▸ **RECORDS FOR PROCESSING**:

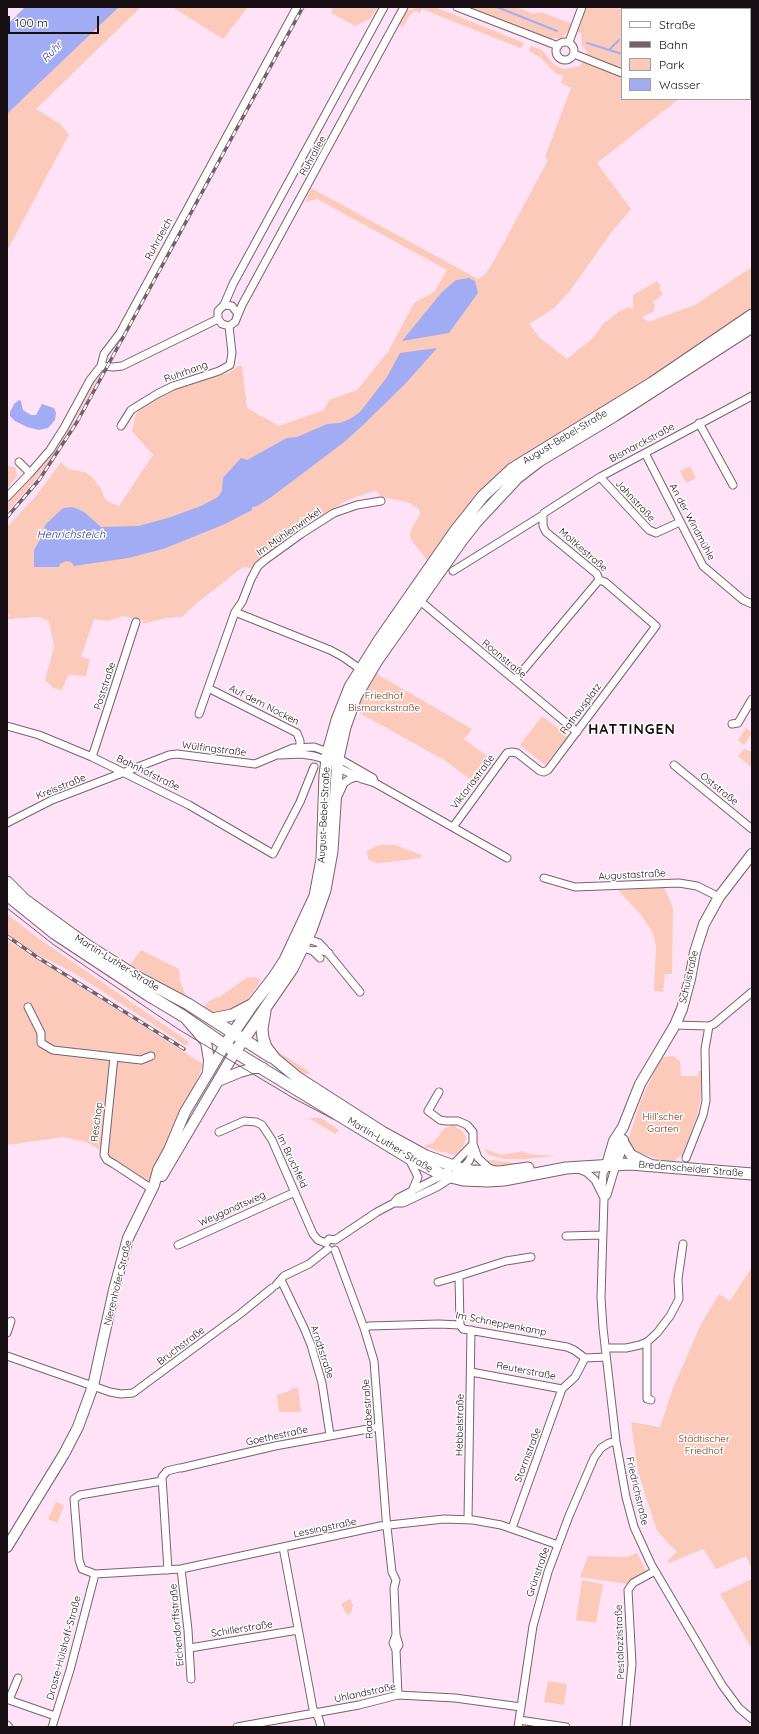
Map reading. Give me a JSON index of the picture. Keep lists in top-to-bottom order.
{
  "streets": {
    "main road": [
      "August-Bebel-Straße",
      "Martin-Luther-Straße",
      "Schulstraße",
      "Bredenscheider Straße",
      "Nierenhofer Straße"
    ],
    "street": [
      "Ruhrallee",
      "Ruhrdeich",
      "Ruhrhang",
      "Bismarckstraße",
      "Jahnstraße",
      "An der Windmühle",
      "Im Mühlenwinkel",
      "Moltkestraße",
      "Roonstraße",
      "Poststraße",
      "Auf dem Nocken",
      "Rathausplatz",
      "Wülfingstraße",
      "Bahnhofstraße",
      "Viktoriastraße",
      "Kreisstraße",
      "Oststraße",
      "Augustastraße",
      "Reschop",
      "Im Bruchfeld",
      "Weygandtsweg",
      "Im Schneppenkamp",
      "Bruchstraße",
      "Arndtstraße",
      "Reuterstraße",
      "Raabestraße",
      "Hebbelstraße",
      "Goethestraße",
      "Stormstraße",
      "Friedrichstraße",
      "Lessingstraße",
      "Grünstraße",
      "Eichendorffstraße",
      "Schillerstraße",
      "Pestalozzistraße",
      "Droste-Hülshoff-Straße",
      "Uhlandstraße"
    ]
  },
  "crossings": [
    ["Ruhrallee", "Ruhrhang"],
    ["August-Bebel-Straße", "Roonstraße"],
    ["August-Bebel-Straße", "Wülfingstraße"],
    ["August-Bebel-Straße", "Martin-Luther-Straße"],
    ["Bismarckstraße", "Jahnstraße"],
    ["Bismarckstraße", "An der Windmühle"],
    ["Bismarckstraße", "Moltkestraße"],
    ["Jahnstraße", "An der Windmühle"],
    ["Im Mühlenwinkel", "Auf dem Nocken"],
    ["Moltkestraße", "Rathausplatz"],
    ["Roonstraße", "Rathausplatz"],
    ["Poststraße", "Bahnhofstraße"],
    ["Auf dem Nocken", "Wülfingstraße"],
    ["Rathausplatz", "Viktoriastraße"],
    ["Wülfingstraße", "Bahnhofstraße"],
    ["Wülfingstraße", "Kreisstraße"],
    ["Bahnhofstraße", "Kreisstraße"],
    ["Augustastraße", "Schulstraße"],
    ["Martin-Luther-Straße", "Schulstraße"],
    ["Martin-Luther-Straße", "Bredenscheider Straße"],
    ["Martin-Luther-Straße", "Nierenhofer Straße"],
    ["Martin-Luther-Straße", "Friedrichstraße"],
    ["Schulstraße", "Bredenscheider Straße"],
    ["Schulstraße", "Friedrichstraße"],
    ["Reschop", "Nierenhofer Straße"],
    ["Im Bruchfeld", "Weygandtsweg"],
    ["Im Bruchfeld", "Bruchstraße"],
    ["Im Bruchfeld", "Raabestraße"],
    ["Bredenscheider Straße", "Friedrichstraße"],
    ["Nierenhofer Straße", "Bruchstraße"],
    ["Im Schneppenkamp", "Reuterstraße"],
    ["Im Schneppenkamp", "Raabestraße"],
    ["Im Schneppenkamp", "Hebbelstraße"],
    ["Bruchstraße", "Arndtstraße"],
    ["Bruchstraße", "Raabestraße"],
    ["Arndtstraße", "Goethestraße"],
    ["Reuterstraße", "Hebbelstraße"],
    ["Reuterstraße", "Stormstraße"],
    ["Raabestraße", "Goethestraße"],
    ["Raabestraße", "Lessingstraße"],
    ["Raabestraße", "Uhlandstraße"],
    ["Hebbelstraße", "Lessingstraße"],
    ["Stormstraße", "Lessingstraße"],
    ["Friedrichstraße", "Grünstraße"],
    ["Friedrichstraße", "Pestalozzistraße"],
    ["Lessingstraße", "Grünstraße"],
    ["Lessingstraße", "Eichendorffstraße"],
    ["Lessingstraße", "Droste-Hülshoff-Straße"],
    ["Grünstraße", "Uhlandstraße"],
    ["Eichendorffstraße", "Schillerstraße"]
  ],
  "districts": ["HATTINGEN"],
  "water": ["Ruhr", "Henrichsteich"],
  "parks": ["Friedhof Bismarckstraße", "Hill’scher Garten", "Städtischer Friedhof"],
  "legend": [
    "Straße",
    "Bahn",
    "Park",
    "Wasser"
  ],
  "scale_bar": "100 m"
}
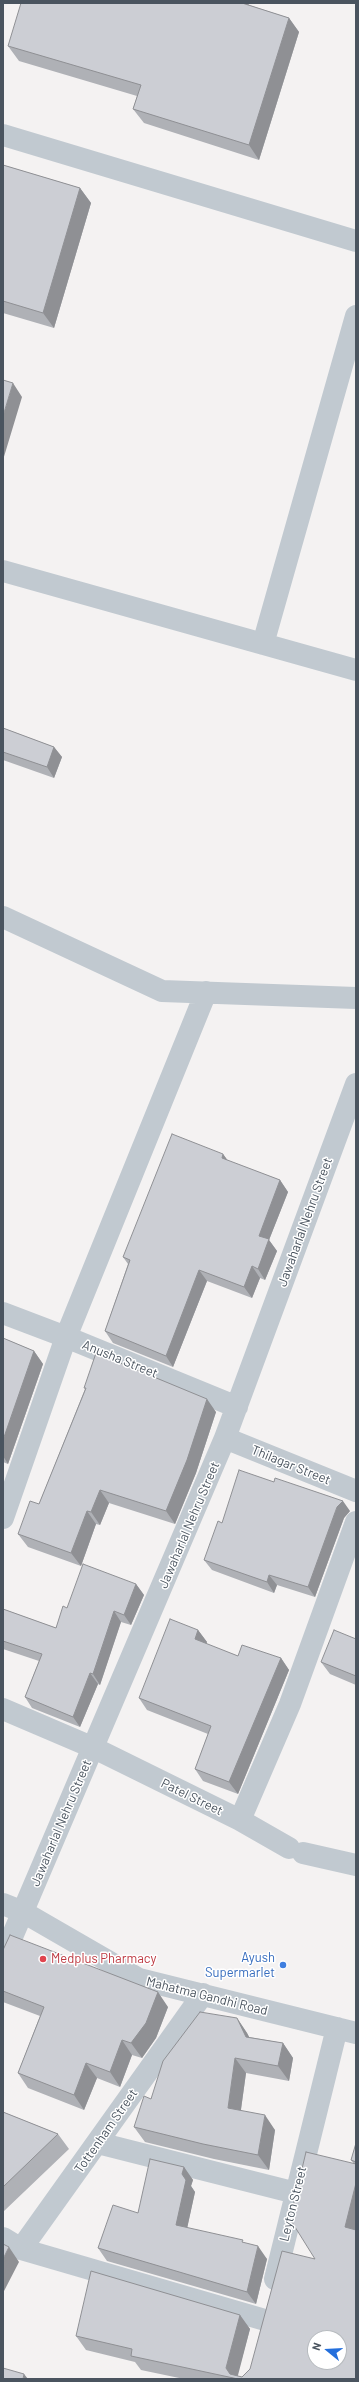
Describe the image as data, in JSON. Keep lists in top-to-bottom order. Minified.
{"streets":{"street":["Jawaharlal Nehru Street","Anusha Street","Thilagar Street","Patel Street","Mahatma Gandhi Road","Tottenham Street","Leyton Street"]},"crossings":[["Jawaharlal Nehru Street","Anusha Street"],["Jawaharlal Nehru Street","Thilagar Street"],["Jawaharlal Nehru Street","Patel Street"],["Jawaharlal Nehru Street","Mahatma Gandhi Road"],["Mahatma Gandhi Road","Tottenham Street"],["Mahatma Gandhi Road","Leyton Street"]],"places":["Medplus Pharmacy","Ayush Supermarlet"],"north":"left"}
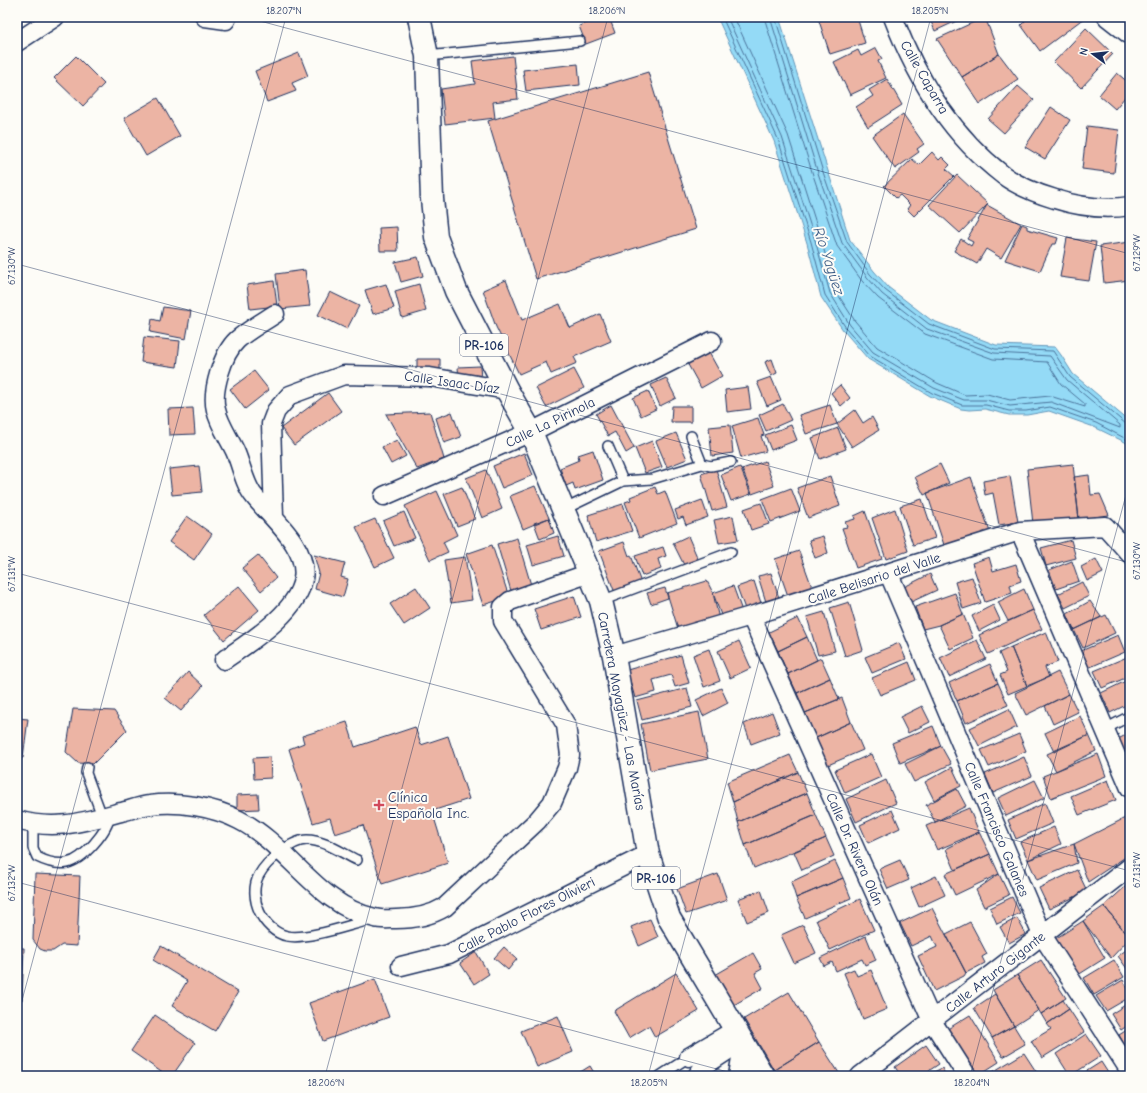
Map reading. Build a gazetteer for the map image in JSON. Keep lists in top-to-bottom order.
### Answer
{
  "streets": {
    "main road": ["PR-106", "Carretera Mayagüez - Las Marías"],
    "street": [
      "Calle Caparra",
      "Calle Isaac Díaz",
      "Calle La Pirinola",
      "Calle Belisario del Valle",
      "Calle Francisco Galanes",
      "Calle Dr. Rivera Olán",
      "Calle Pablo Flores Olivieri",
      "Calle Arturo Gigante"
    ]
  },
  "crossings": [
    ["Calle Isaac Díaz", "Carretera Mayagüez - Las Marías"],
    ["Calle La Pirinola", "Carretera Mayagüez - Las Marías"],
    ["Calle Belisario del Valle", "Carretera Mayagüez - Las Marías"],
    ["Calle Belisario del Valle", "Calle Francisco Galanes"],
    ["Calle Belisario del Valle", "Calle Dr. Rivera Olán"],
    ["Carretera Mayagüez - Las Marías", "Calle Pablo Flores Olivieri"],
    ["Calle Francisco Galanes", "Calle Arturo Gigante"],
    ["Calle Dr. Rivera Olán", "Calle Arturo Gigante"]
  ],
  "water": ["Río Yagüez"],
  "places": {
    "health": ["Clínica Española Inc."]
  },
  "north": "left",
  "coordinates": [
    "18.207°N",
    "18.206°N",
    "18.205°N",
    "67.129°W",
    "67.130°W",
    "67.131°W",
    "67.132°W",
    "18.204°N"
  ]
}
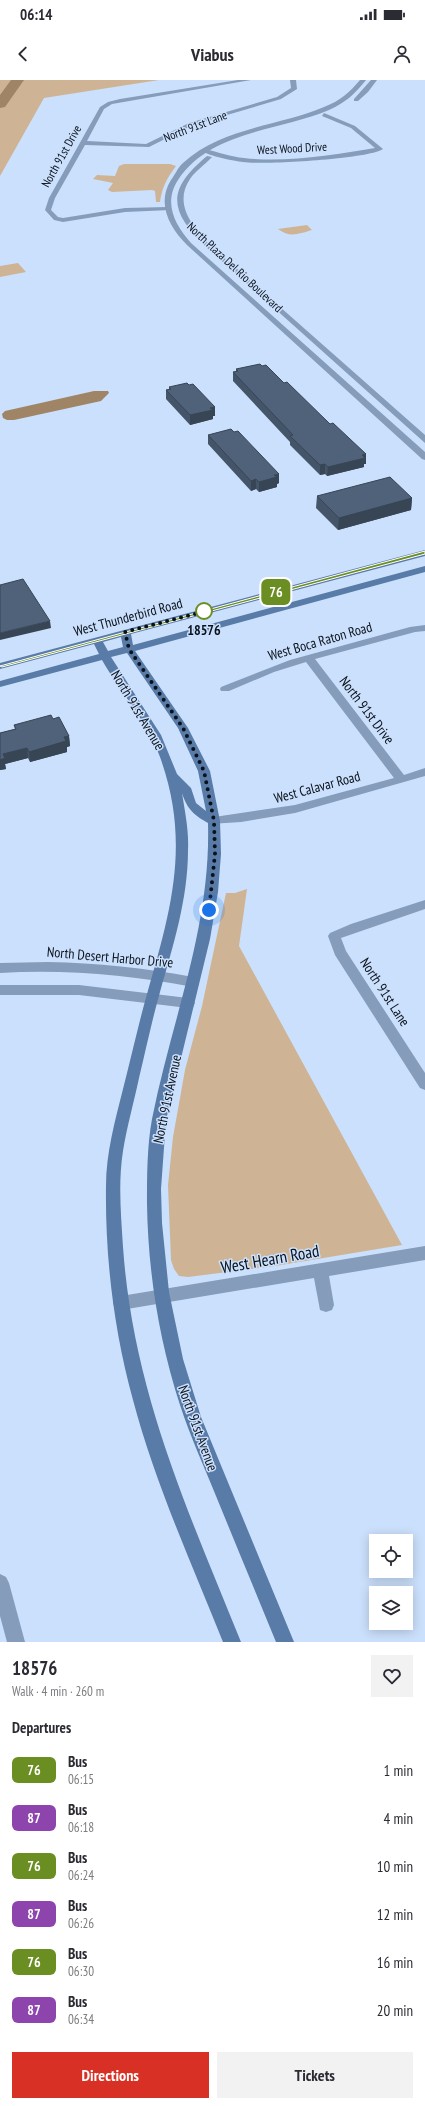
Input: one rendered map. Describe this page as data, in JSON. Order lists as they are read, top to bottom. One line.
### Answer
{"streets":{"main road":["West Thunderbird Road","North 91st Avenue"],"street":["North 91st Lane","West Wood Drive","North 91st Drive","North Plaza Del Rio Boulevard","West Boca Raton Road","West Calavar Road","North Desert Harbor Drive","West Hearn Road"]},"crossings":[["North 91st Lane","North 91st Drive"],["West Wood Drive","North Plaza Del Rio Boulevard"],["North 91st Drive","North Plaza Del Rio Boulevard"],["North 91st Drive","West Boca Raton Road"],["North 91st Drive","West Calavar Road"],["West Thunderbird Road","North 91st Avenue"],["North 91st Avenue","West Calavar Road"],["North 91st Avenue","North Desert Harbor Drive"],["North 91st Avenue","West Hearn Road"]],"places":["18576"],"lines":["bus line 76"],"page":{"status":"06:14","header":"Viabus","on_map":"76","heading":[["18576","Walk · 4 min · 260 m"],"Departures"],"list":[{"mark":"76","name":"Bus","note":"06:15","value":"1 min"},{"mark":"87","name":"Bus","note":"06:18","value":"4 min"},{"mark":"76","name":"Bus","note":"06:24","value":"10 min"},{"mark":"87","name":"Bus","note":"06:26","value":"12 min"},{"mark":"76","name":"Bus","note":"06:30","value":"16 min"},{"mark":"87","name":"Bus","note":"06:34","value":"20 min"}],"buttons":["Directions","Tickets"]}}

▸ **WHAT YOU NEED TO DO**:
What is wanted is a verbatim transcription of every record above, pictures excluded.

▸ **RESPONSE AREA**:
Map reading. Give me a JSON index of the picture. Keep lists in top-to-bottom order.
{
  "streets": {
    "main road": [
      "August-Bebel-Straße",
      "Martin-Luther-Straße",
      "Schulstraße",
      "Bredenscheider Straße",
      "Nierenhofer Straße"
    ],
    "street": [
      "Ruhrallee",
      "Ruhrdeich",
      "Ruhrhang",
      "Bismarckstraße",
      "Jahnstraße",
      "An der Windmühle",
      "Im Mühlenwinkel",
      "Moltkestraße",
      "Roonstraße",
      "Poststraße",
      "Auf dem Nocken",
      "Rathausplatz",
      "Wülfingstraße",
      "Bahnhofstraße",
      "Viktoriastraße",
      "Kreisstraße",
      "Oststraße",
      "Augustastraße",
      "Reschop",
      "Im Bruchfeld",
      "Weygandtsweg",
      "Im Schneppenkamp",
      "Bruchstraße",
      "Arndtstraße",
      "Reuterstraße",
      "Raabestraße",
      "Hebbelstraße",
      "Goethestraße",
      "Stormstraße",
      "Friedrichstraße",
      "Lessingstraße",
      "Grünstraße",
      "Eichendorffstraße",
      "Schillerstraße",
      "Pestalozzistraße",
      "Droste-Hülshoff-Straße",
      "Uhlandstraße"
    ]
  },
  "crossings": [
    ["Ruhrallee", "Ruhrhang"],
    ["August-Bebel-Straße", "Roonstraße"],
    ["August-Bebel-Straße", "Wülfingstraße"],
    ["August-Bebel-Straße", "Martin-Luther-Straße"],
    ["Bismarckstraße", "Jahnstraße"],
    ["Bismarckstraße", "An der Windmühle"],
    ["Bismarckstraße", "Moltkestraße"],
    ["Jahnstraße", "An der Windmühle"],
    ["Im Mühlenwinkel", "Auf dem Nocken"],
    ["Moltkestraße", "Rathausplatz"],
    ["Roonstraße", "Rathausplatz"],
    ["Poststraße", "Bahnhofstraße"],
    ["Auf dem Nocken", "Wülfingstraße"],
    ["Rathausplatz", "Viktoriastraße"],
    ["Wülfingstraße", "Bahnhofstraße"],
    ["Wülfingstraße", "Kreisstraße"],
    ["Bahnhofstraße", "Kreisstraße"],
    ["Augustastraße", "Schulstraße"],
    ["Martin-Luther-Straße", "Schulstraße"],
    ["Martin-Luther-Straße", "Bredenscheider Straße"],
    ["Martin-Luther-Straße", "Nierenhofer Straße"],
    ["Martin-Luther-Straße", "Friedrichstraße"],
    ["Schulstraße", "Bredenscheider Straße"],
    ["Schulstraße", "Friedrichstraße"],
    ["Reschop", "Nierenhofer Straße"],
    ["Im Bruchfeld", "Weygandtsweg"],
    ["Im Bruchfeld", "Bruchstraße"],
    ["Im Bruchfeld", "Raabestraße"],
    ["Bredenscheider Straße", "Friedrichstraße"],
    ["Nierenhofer Straße", "Bruchstraße"],
    ["Im Schneppenkamp", "Reuterstraße"],
    ["Im Schneppenkamp", "Raabestraße"],
    ["Im Schneppenkamp", "Hebbelstraße"],
    ["Bruchstraße", "Arndtstraße"],
    ["Bruchstraße", "Raabestraße"],
    ["Arndtstraße", "Goethestraße"],
    ["Reuterstraße", "Hebbelstraße"],
    ["Reuterstraße", "Stormstraße"],
    ["Raabestraße", "Goethestraße"],
    ["Raabestraße", "Lessingstraße"],
    ["Raabestraße", "Uhlandstraße"],
    ["Hebbelstraße", "Lessingstraße"],
    ["Stormstraße", "Lessingstraße"],
    ["Friedrichstraße", "Grünstraße"],
    ["Friedrichstraße", "Pestalozzistraße"],
    ["Lessingstraße", "Grünstraße"],
    ["Lessingstraße", "Eichendorffstraße"],
    ["Lessingstraße", "Droste-Hülshoff-Straße"],
    ["Grünstraße", "Uhlandstraße"],
    ["Eichendorffstraße", "Schillerstraße"]
  ],
  "districts": ["HATTINGEN"],
  "water": ["Ruhr", "Henrichsteich"],
  "parks": ["Friedhof Bismarckstraße", "Hill’scher Garten", "Städtischer Friedhof"],
  "legend": [
    "Straße",
    "Bahn",
    "Park",
    "Wasser"
  ],
  "scale_bar": "100 m"
}
Describe the image as data, in JSON. Keep lists in top-to-bottom order. Minified.
{"streets":{"street":["Jawaharlal Nehru Street","Anusha Street","Thilagar Street","Patel Street","Mahatma Gandhi Road","Tottenham Street","Leyton Street"]},"crossings":[["Jawaharlal Nehru Street","Anusha Street"],["Jawaharlal Nehru Street","Thilagar Street"],["Jawaharlal Nehru Street","Patel Street"],["Jawaharlal Nehru Street","Mahatma Gandhi Road"],["Mahatma Gandhi Road","Tottenham Street"],["Mahatma Gandhi Road","Leyton Street"]],"places":["Medplus Pharmacy","Ayush Supermarlet"],"north":"left"}
Map reading. Build a gazetteer for the map image in JSON. Keep lists in top-to-bottom order.
### Answer
{
  "streets": {
    "main road": ["PR-106", "Carretera Mayagüez - Las Marías"],
    "street": [
      "Calle Caparra",
      "Calle Isaac Díaz",
      "Calle La Pirinola",
      "Calle Belisario del Valle",
      "Calle Francisco Galanes",
      "Calle Dr. Rivera Olán",
      "Calle Pablo Flores Olivieri",
      "Calle Arturo Gigante"
    ]
  },
  "crossings": [
    ["Calle Isaac Díaz", "Carretera Mayagüez - Las Marías"],
    ["Calle La Pirinola", "Carretera Mayagüez - Las Marías"],
    ["Calle Belisario del Valle", "Carretera Mayagüez - Las Marías"],
    ["Calle Belisario del Valle", "Calle Francisco Galanes"],
    ["Calle Belisario del Valle", "Calle Dr. Rivera Olán"],
    ["Carretera Mayagüez - Las Marías", "Calle Pablo Flores Olivieri"],
    ["Calle Francisco Galanes", "Calle Arturo Gigante"],
    ["Calle Dr. Rivera Olán", "Calle Arturo Gigante"]
  ],
  "water": ["Río Yagüez"],
  "places": {
    "health": ["Clínica Española Inc."]
  },
  "north": "left",
  "coordinates": [
    "18.207°N",
    "18.206°N",
    "18.205°N",
    "67.129°W",
    "67.130°W",
    "67.131°W",
    "67.132°W",
    "18.204°N"
  ]
}
Input: one rendered map. Describe this page as data, in JSON. Order lists as they are read, top to bottom. One line.
### Answer
{"streets":{"main road":["West Thunderbird Road","North 91st Avenue"],"street":["North 91st Lane","West Wood Drive","North 91st Drive","North Plaza Del Rio Boulevard","West Boca Raton Road","West Calavar Road","North Desert Harbor Drive","West Hearn Road"]},"crossings":[["North 91st Lane","North 91st Drive"],["West Wood Drive","North Plaza Del Rio Boulevard"],["North 91st Drive","North Plaza Del Rio Boulevard"],["North 91st Drive","West Boca Raton Road"],["North 91st Drive","West Calavar Road"],["West Thunderbird Road","North 91st Avenue"],["North 91st Avenue","West Calavar Road"],["North 91st Avenue","North Desert Harbor Drive"],["North 91st Avenue","West Hearn Road"]],"places":["18576"],"lines":["bus line 76"],"page":{"status":"06:14","header":"Viabus","on_map":"76","heading":[["18576","Walk · 4 min · 260 m"],"Departures"],"list":[{"mark":"76","name":"Bus","note":"06:15","value":"1 min"},{"mark":"87","name":"Bus","note":"06:18","value":"4 min"},{"mark":"76","name":"Bus","note":"06:24","value":"10 min"},{"mark":"87","name":"Bus","note":"06:26","value":"12 min"},{"mark":"76","name":"Bus","note":"06:30","value":"16 min"},{"mark":"87","name":"Bus","note":"06:34","value":"20 min"}],"buttons":["Directions","Tickets"]}}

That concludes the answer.